** Exercise **
The answer must consist of every line in the data below that holds the word "Museum".

** The records **
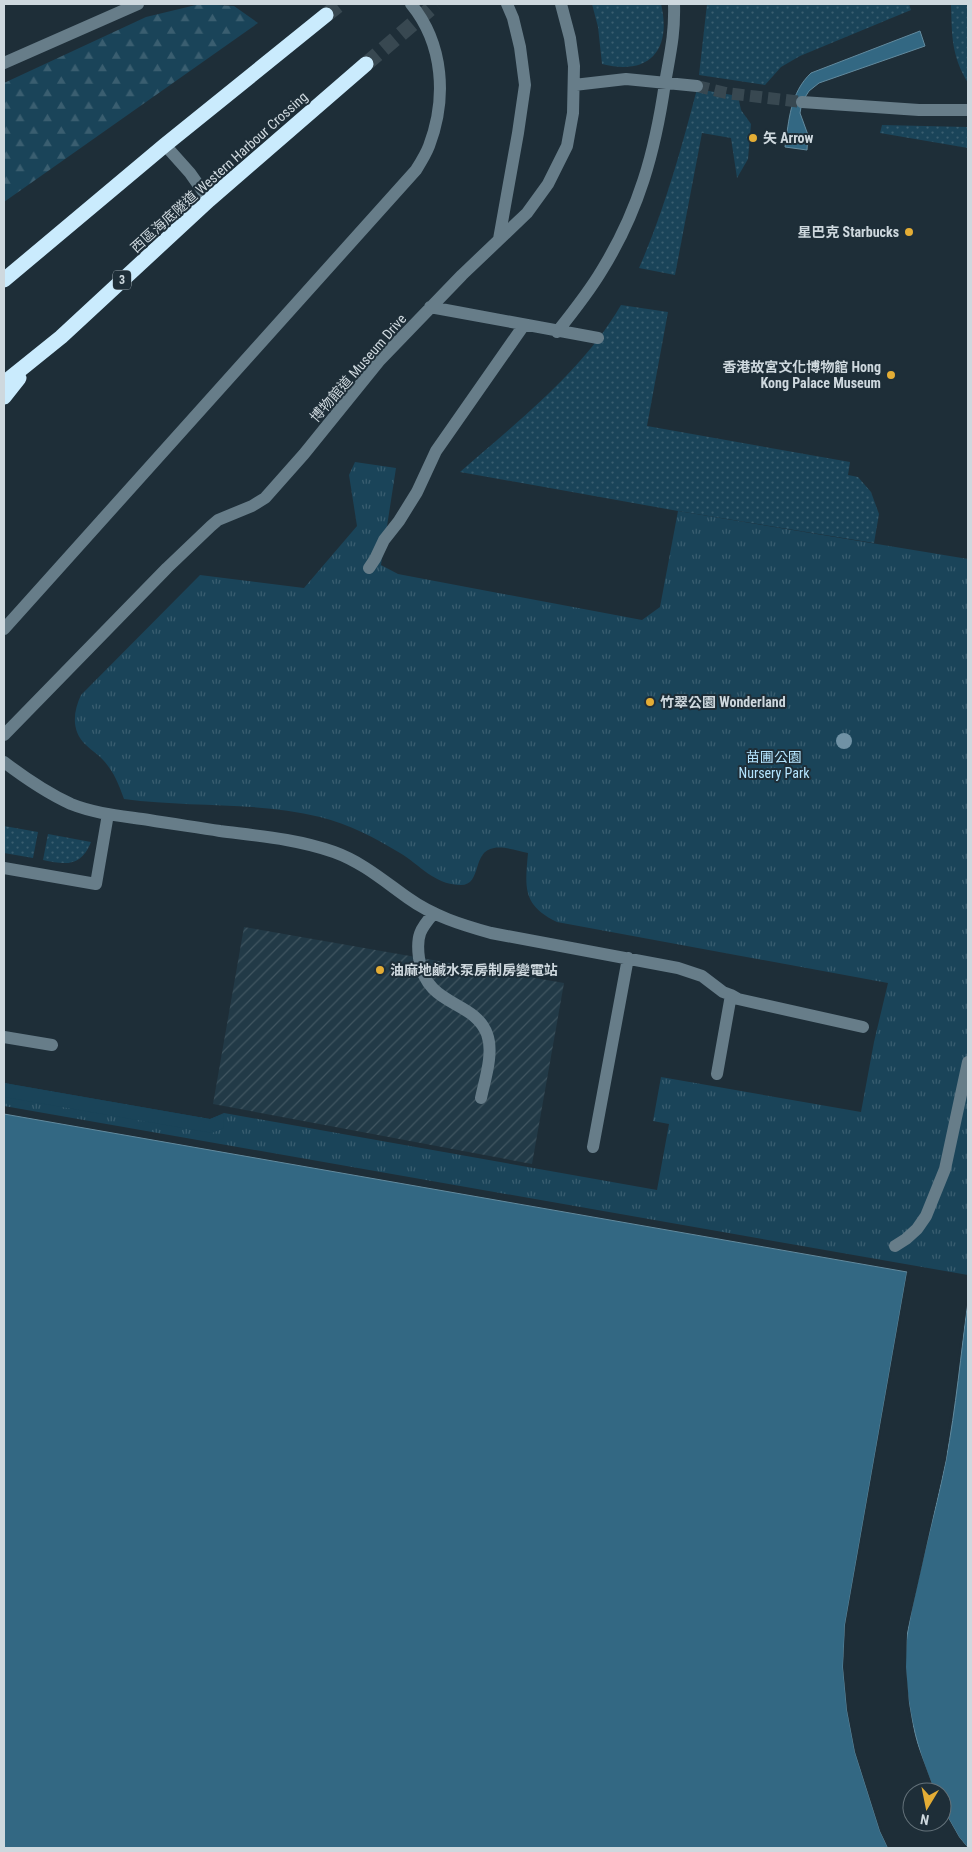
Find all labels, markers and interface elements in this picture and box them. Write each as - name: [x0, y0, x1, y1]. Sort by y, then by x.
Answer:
- street label: 西區海底隧道 Western Harbour Crossing: [127, 88, 311, 256]
- place label: 矢 Arrow: [763, 130, 814, 146]
- marker: 矢 Arrow: [747, 132, 759, 144]
- place label: 星巴克 Starbucks: [797, 224, 899, 240]
- marker: 星巴克 Starbucks: [903, 226, 915, 238]
- road number: 3: [113, 270, 131, 290]
- street label: 博物館道 Museum Drive: [307, 310, 410, 425]
- place label: 香港故宮文化博物館 Hong Kong Palace Museum: [722, 359, 881, 391]
- marker: 香港故宮文化博物館 Hong Kong Palace Museum: [885, 369, 897, 381]
- place label: 竹翠公園 Wonderland: [660, 694, 786, 710]
- marker: 竹翠公園 Wonderland: [644, 696, 656, 708]
- park label: 苗圃公園 Nursery Park: [738, 749, 810, 781]
- place label: 油麻地鹹水泵房制房變電站: [390, 962, 558, 978]
- marker: 油麻地鹹水泵房制房變電站: [374, 964, 386, 976]
- north arrow: [902, 1782, 952, 1832]
- text: N: [919, 1811, 930, 1828]

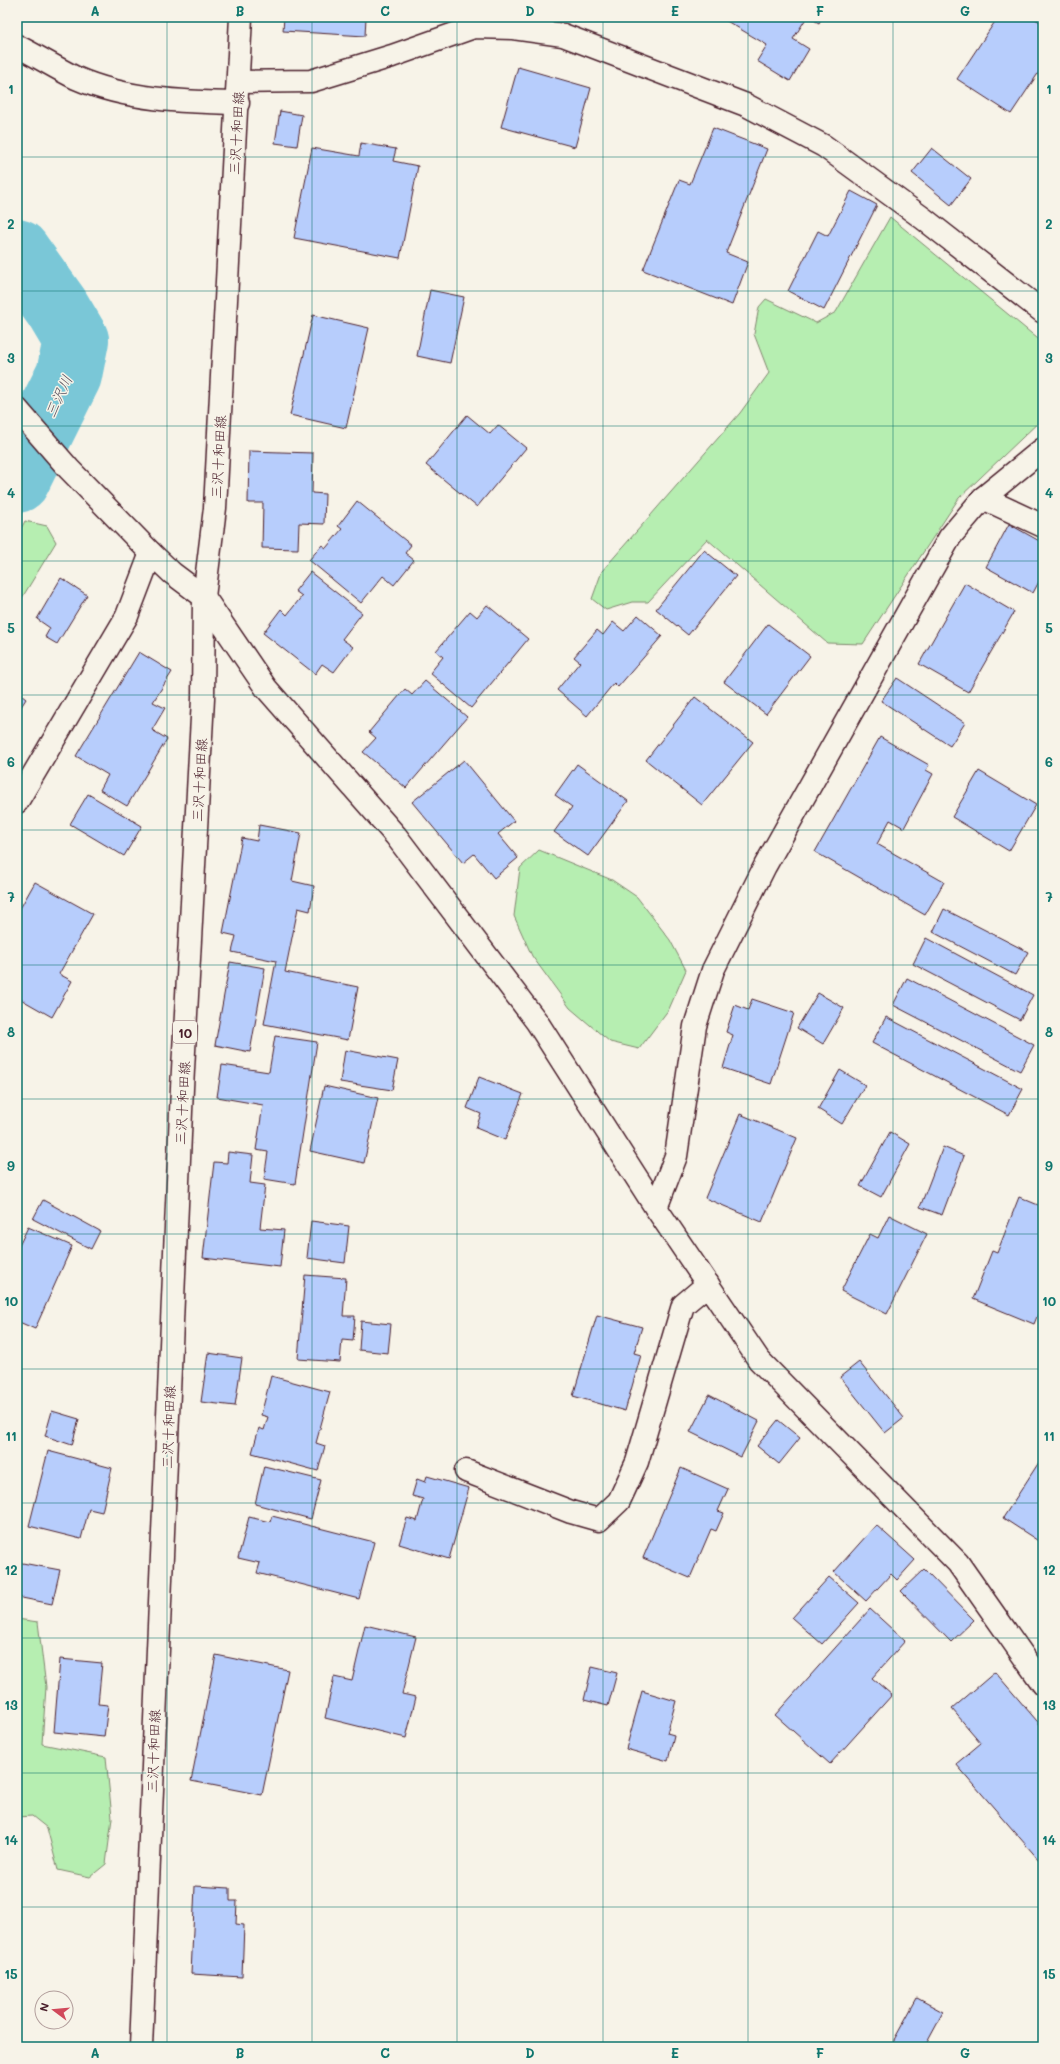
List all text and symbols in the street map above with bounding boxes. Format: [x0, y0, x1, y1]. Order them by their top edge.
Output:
text: A [90, 2, 100, 19]
text: B [236, 2, 245, 19]
text: C [380, 2, 390, 19]
text: D [525, 2, 535, 19]
text: E [671, 2, 679, 19]
text: F [816, 2, 824, 19]
text: G [960, 2, 970, 19]
text: 1 [8, 80, 14, 97]
text: 1 [1046, 80, 1052, 97]
street label: 三沢十和田線 [224, 91, 248, 175]
text: 2 [7, 215, 15, 232]
text: 2 [1045, 215, 1053, 232]
text: 3 [7, 349, 15, 366]
text: 3 [1045, 349, 1053, 366]
water label: 三沢川 [39, 371, 77, 421]
street label: 三沢十和田線 [206, 415, 230, 499]
text: 4 [7, 484, 15, 501]
text: 4 [1045, 484, 1053, 501]
text: 5 [7, 619, 15, 636]
text: 5 [1045, 619, 1053, 636]
street label: 三沢十和田線 [187, 738, 211, 822]
text: 6 [7, 753, 15, 770]
text: 6 [1045, 753, 1053, 770]
text: 7 [7, 888, 15, 905]
text: 7 [1045, 888, 1053, 905]
road number: 10 [173, 1021, 197, 1043]
text: 8 [7, 1023, 15, 1040]
text: 8 [1045, 1023, 1053, 1040]
street label: 三沢十和田線 [170, 1061, 194, 1145]
text: 9 [7, 1157, 15, 1174]
text: 9 [1045, 1157, 1053, 1174]
text: 10 [4, 1292, 18, 1309]
text: 10 [1042, 1292, 1056, 1309]
street label: 三沢十和田線 [157, 1385, 179, 1469]
text: 11 [5, 1427, 17, 1444]
text: 11 [1043, 1427, 1055, 1444]
text: 12 [4, 1561, 18, 1578]
text: 12 [1042, 1561, 1056, 1578]
text: 13 [4, 1696, 18, 1713]
text: 13 [1042, 1696, 1056, 1713]
street label: 三沢十和田線 [142, 1709, 164, 1793]
text: 14 [4, 1831, 18, 1848]
text: 14 [1042, 1831, 1056, 1848]
text: 15 [4, 1965, 18, 1982]
text: 15 [1042, 1965, 1056, 1982]
north arrow [34, 1990, 74, 2030]
text: N [36, 2001, 52, 2013]
text: A [90, 2044, 100, 2061]
text: B [236, 2044, 245, 2061]
text: C [380, 2044, 390, 2061]
text: D [525, 2044, 535, 2061]
text: E [671, 2044, 679, 2061]
text: F [816, 2044, 824, 2061]
text: G [960, 2044, 970, 2061]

** Written response **
- street label: 博物館道 Museum Drive: [307, 310, 410, 425]
- place label: 香港故宮文化博物館 Hong Kong Palace Museum: [722, 359, 881, 391]
- marker: 香港故宮文化博物館 Hong Kong Palace Museum: [885, 369, 897, 381]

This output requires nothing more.